Stored items:

Segment Open

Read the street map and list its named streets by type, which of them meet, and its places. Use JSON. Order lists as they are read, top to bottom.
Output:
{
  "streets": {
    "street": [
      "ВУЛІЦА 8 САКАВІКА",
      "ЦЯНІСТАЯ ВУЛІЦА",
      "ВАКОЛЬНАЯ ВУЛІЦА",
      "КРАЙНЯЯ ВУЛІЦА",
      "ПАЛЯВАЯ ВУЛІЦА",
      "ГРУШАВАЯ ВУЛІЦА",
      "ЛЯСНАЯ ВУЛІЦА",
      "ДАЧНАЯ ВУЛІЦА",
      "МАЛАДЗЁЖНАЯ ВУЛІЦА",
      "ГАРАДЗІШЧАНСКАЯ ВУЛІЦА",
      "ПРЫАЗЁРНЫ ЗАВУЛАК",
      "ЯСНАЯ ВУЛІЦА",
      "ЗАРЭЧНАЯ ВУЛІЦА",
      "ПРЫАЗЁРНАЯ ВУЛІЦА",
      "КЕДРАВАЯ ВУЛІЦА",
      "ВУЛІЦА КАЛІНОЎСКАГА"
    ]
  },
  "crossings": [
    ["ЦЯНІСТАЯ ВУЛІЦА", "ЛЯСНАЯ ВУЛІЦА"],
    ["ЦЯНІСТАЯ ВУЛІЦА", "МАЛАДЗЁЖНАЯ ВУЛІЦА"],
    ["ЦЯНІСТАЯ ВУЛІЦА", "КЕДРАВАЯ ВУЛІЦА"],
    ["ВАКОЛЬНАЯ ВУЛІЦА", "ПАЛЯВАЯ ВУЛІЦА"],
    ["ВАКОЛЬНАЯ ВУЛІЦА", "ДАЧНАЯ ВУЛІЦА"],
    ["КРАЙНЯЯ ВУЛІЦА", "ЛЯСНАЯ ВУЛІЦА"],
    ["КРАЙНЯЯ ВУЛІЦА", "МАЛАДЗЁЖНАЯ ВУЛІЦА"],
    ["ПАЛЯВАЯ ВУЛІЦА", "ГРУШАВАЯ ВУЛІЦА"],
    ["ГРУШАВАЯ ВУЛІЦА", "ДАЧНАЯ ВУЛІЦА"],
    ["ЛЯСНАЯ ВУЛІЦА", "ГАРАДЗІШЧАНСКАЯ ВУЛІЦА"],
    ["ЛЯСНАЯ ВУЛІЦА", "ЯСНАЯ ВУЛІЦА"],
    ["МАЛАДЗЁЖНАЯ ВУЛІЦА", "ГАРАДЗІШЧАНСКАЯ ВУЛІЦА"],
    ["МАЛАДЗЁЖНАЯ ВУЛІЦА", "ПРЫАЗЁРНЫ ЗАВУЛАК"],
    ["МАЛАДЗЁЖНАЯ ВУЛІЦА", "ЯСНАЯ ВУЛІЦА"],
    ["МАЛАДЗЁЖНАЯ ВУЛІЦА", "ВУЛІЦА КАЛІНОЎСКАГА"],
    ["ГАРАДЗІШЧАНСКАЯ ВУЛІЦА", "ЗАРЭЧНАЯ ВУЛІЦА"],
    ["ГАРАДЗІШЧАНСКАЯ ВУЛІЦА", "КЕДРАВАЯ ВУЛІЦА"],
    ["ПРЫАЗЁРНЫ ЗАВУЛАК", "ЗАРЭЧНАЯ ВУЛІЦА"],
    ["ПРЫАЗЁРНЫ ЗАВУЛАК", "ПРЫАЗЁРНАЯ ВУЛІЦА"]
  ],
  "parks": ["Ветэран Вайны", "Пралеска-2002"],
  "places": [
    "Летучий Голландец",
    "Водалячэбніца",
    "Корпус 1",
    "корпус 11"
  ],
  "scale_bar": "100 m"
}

Segment Closed

## [Task goal]
Among the lines above, show every one that contains the string "ЗАВУЛАК".

## [Answer space]
      "ПРЫАЗЁРНЫ ЗАВУЛАК",
    ["МАЛАДЗЁЖНАЯ ВУЛІЦА", "ПРЫАЗЁРНЫ ЗАВУЛАК"],
    ["ПРЫАЗЁРНЫ ЗАВУЛАК", "ЗАРЭЧНАЯ ВУЛІЦА"],
    ["ПРЫАЗЁРНЫ ЗАВУЛАК", "ПРЫАЗЁРНАЯ ВУЛІЦА"]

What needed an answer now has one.